Just before Kevin Smith’s horror-comedy Tusk fades in, laughter erupts—not from the audience, but from the screen. Tusk stars Justin Long as Wallace, a podcaster who travels around the country meeting weird people, then describes his experiences to his co-host Teddy (Haley Joel Osment), who refuses to leave Los Angeles. (Their show is called The Not-See Party, because Teddy doesn’t see what Wallace sees.) While Wallace tells his stories, Teddy laughs his head off. When Teddy makes a smart-ass comment, Wallace cackles in response. From the few minutes of “The Not-See Party” shown in Tusk, viewers get the idea that Wallace and Teddy’s podcast is one-third talking, two-thirds laughing. And there are times in Tusk when it seems like Smith means to turn the movie into a pointed, self-skewering comment on what happens to those who treat the world as an endless joke.
In the opening credits, Tusk is described as “based on actual events”—which is true, inasmuch as it’s based on an episode of Smith’s podcast, where Smith and his friend Scott Mosier had fun with an online ad soliciting a boarder willing to dress up as a walrus for two hours each day in exchange for a free room. In Tusk, Wallace fields a similar pitch when he flies up to Manitoba to interview the star of a humiliating viral video, only to find out that his subject is dead. Wallace goes looking for any eccentric in the vicinity, which is how he comes across a flyer written by a man named Howard Howe (played by Michael Parks), offering lodging to anyone willing to listen to his tales of maritime adventure. Wallace drives up to see Howe, who serves him spiced tea while spinning a yarn about being lost at sea as a young man and being nurtured by a friendly walrus he named “Mr. Tusk.” The next thing Wallace knows, he’s been drugged unconscious. He wakes up to find Howe has begun amputating his limbs in order to stitch him into a grotesque walrus suit, with Wallace’s own sharpened femurs serving as tusks (and his own ridiculous hipster mustache serving as whiskers).
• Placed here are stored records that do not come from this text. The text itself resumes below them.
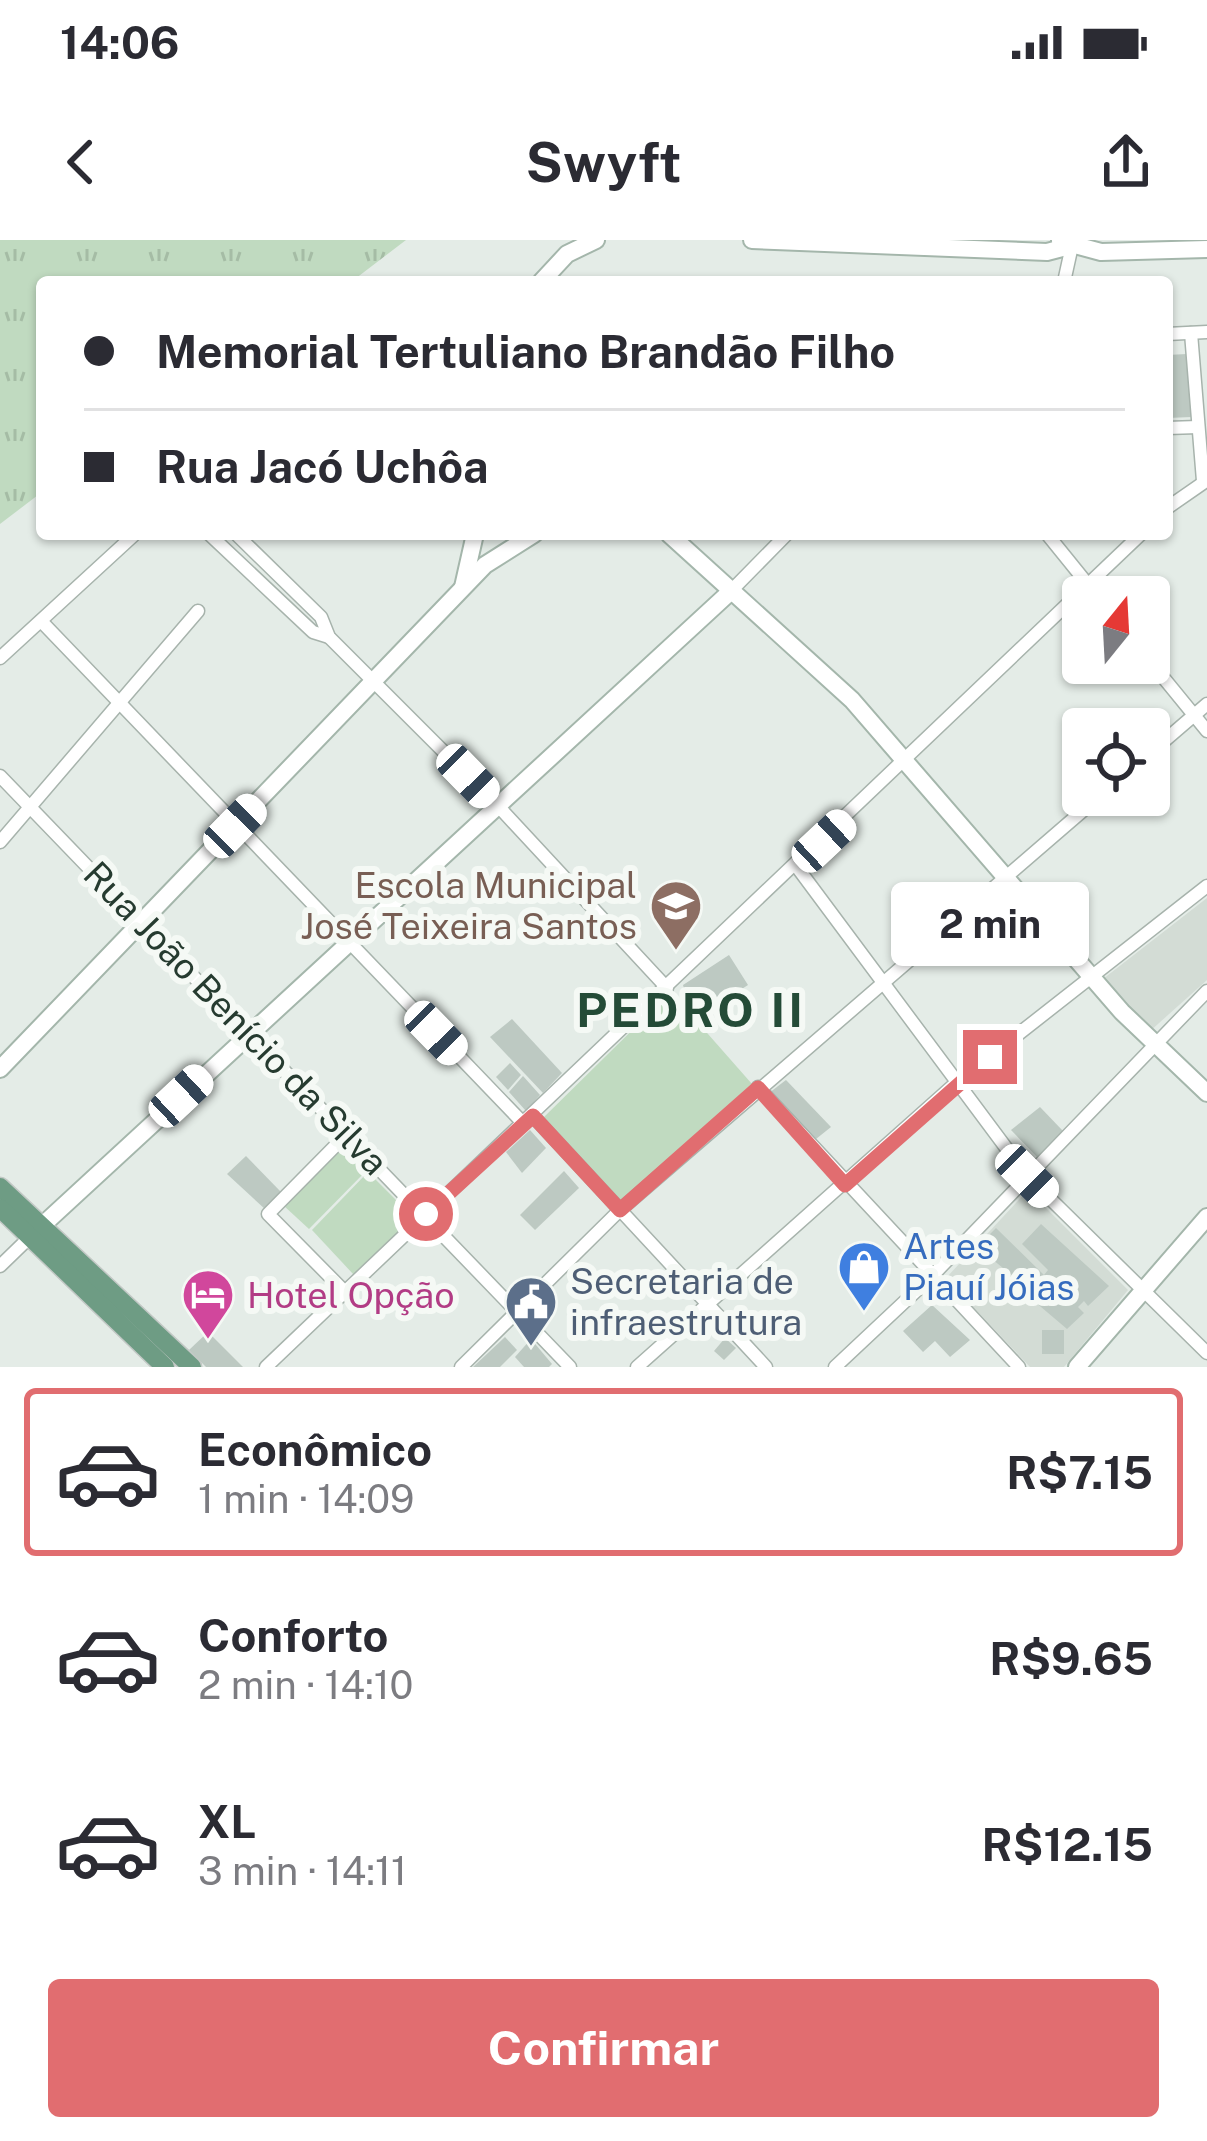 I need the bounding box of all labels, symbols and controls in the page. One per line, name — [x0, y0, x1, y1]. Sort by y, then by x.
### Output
text: 14:06 — [60, 16, 180, 69]
icon: back — [48, 129, 114, 195]
icon: share — [1093, 129, 1159, 195]
text: Swyft — [526, 131, 681, 194]
text: Memorial Tertuliano Brandão Filho — [156, 325, 895, 378]
text: Rua Jacó Uchôa — [156, 440, 488, 493]
north arrow — [1062, 576, 1170, 684]
map controls — [1062, 576, 1170, 816]
button: locate — [1062, 708, 1170, 816]
car — [430, 738, 506, 814]
car — [197, 788, 273, 864]
car — [785, 803, 863, 879]
street label: Rua João Benício da Silva — [76, 853, 396, 1183]
place label: Escola Municipal José Teixeira Santos — [300, 864, 637, 947]
school or university icon: Escola Municipal José Teixeira Santos — [648, 878, 704, 952]
callout: 2 min — [891, 883, 1089, 967]
text: 2 min — [939, 901, 1041, 947]
district label: PEDRO II — [576, 981, 806, 1038]
car — [398, 995, 474, 1071]
route end — [963, 1030, 1017, 1084]
car — [142, 1058, 220, 1134]
car — [989, 1138, 1065, 1214]
route start — [399, 1187, 453, 1241]
place label: Artes Piauí Jóias — [903, 1225, 1075, 1308]
shop icon: Artes Piauí Jóias — [836, 1239, 892, 1313]
place label: Secretaria de infraestrutura — [570, 1260, 802, 1343]
hotel icon: Hotel Opção — [180, 1267, 236, 1341]
place label: Hotel Opção — [247, 1274, 455, 1316]
public building icon: Secretaria de infraestrutura — [503, 1274, 559, 1348]
icon: car — [54, 1418, 162, 1526]
text: Econômico — [198, 1423, 432, 1476]
text: R$7.15 — [1006, 1446, 1153, 1499]
text: 1 min · 14:09 — [198, 1476, 414, 1522]
icon: car — [54, 1604, 162, 1712]
text: Conforto — [198, 1609, 388, 1662]
text: R$9.65 — [989, 1632, 1153, 1685]
text: 2 min · 14:10 — [198, 1662, 413, 1708]
icon: car — [54, 1790, 162, 1898]
text: XL — [198, 1795, 256, 1848]
text: R$12.15 — [981, 1818, 1153, 1871]
text: 3 min · 14:11 — [198, 1848, 407, 1894]
button: Confirmar — [48, 1979, 1159, 2117] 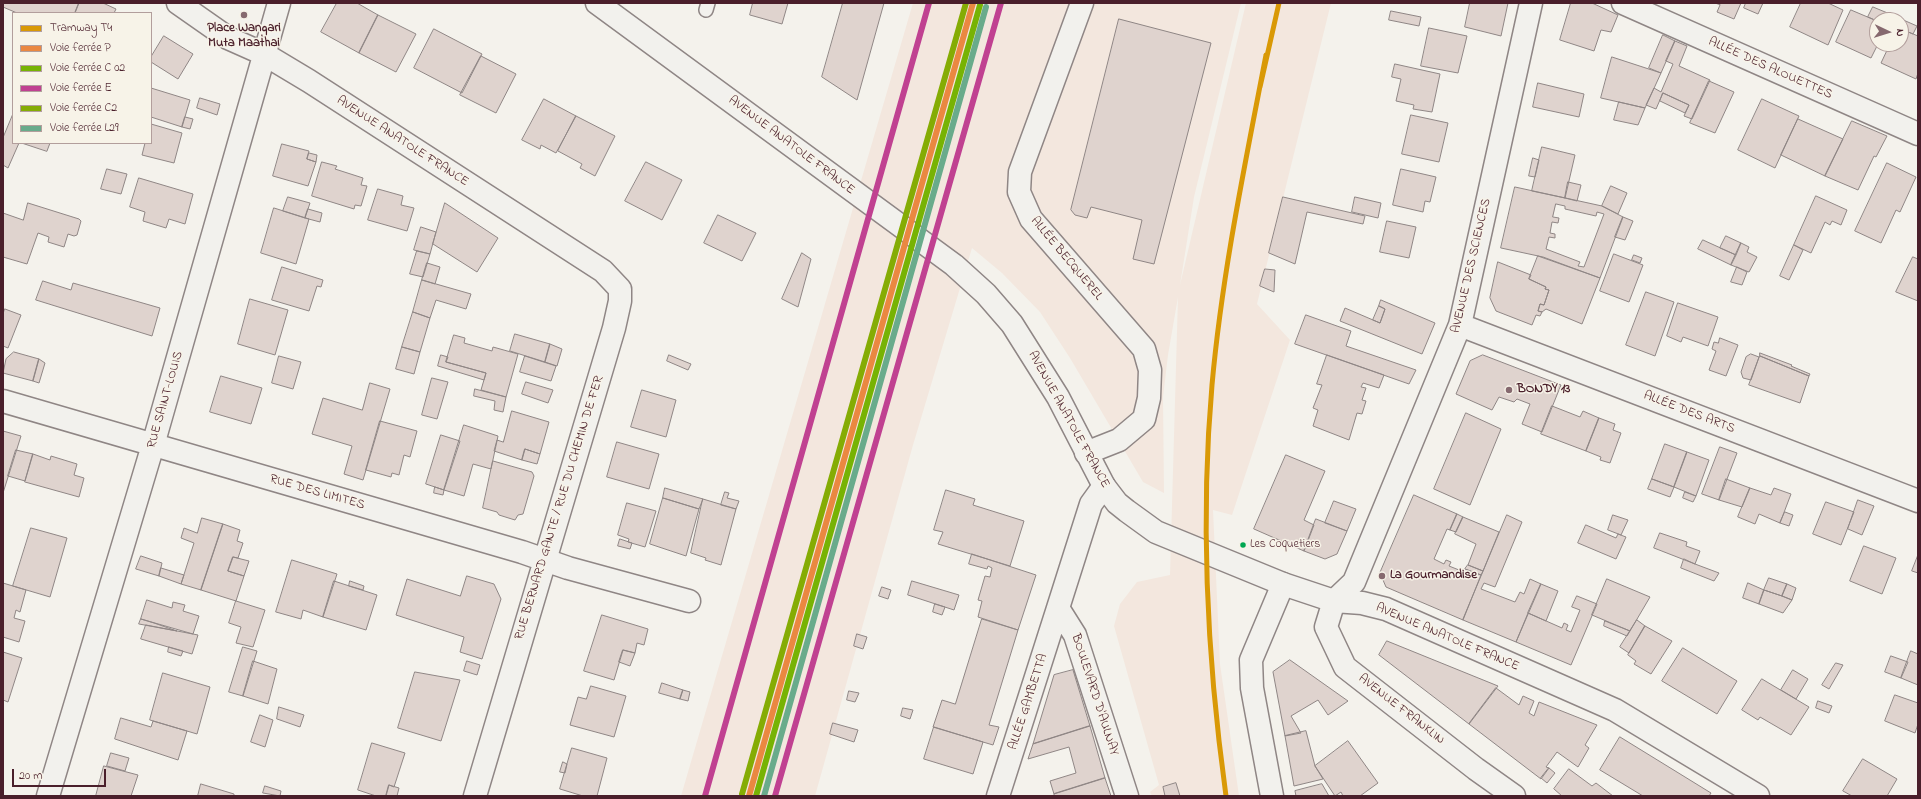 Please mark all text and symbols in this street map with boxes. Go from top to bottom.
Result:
marker: Place Wangari Muta Maathai [239,10,249,20]
legend [12,12,152,144]
north arrow [1869,12,1909,52]
text: Tramway T4 [50,19,112,37]
place label: Place Wangari Muta Maathai [207,21,281,52]
text: N [1892,28,1908,37]
street label: ALLÉE DES ALOUETTES [1706,35,1834,103]
text: Voie ferrée P [50,39,111,57]
text: Voie ferrée C 02 [50,59,125,77]
text: Voie ferrée E [50,79,112,97]
street label: AVENUE ANATOLE FRANCE [333,93,471,191]
street label: AVENUE ANATOLE FRANCE [725,93,857,199]
text: Voie ferrée C2 [50,99,117,117]
text: Voie ferrée L29 [50,119,119,137]
street label: AVENUE DES SCIENCES [1449,197,1495,335]
street label: ALLÉE BECQUEREL [1026,214,1106,304]
street label: AVENUE ANATOLE FRANCE [1024,349,1112,491]
street label: RUE SAINT-LOUIS [145,350,187,450]
street label: RUE BERNARD GANTE / RUE DU CHEMIN DE FER [512,374,608,642]
place label: BONDY 13 [1517,382,1570,398]
marker: BONDY 13 [1504,385,1514,395]
street label: ALLÉE DES ARTS [1641,388,1737,438]
street label: RUE DES LIMITES [268,472,366,514]
place label: Les Coquetiers [1250,538,1320,552]
marker: Les Coquetiers [1238,540,1248,550]
place label: La Gourmandise [1390,568,1477,584]
marker: La Gourmandise [1377,571,1387,581]
street label: AVENUE ANATOLE FRANCE [1373,601,1521,675]
street label: BOULEVARD D'AULNAY [1067,632,1121,758]
street label: ALLÉE GAMBETTA [1006,652,1052,752]
street label: AVENUE FRANKLIN [1355,671,1447,749]
scale bar [14,761,108,787]
text: 20 m [19,767,42,785]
Tusk has a lot going for it. Michael Parks has a knack for making Smith’s overwritten speeches sound like prose-poems, and Smith doesn’t squander that asset—he lets Howe’s long, winding stories anchor the movie. And that Mr. Tusk costume is genuinely horrific, with bloody scars and a general ungainliness that makes the Wallace-walrus look like he’s in excruciating discomfort. (There’s a scene about three-quarters of the way through Tusk where Howe forces the man-beast to learn how to swim, and the combination of Wallace’s panic and what he finds beneath the water is as terrifying as anything a veteran horror director could’ve staged.) Tusk also has some subtle touches that speak to Smith’s personality, like the way Wallace keeps making discoveries while urinating, and how Wallace’s enormous plastic “Chug-eh-lug” cup from the Canadian convenience store “Eh-2-Zed” pops up in nearly every shot in the Howe house, representing how out of place the snarky goofball Wallace is in the world of this grizzled maniac.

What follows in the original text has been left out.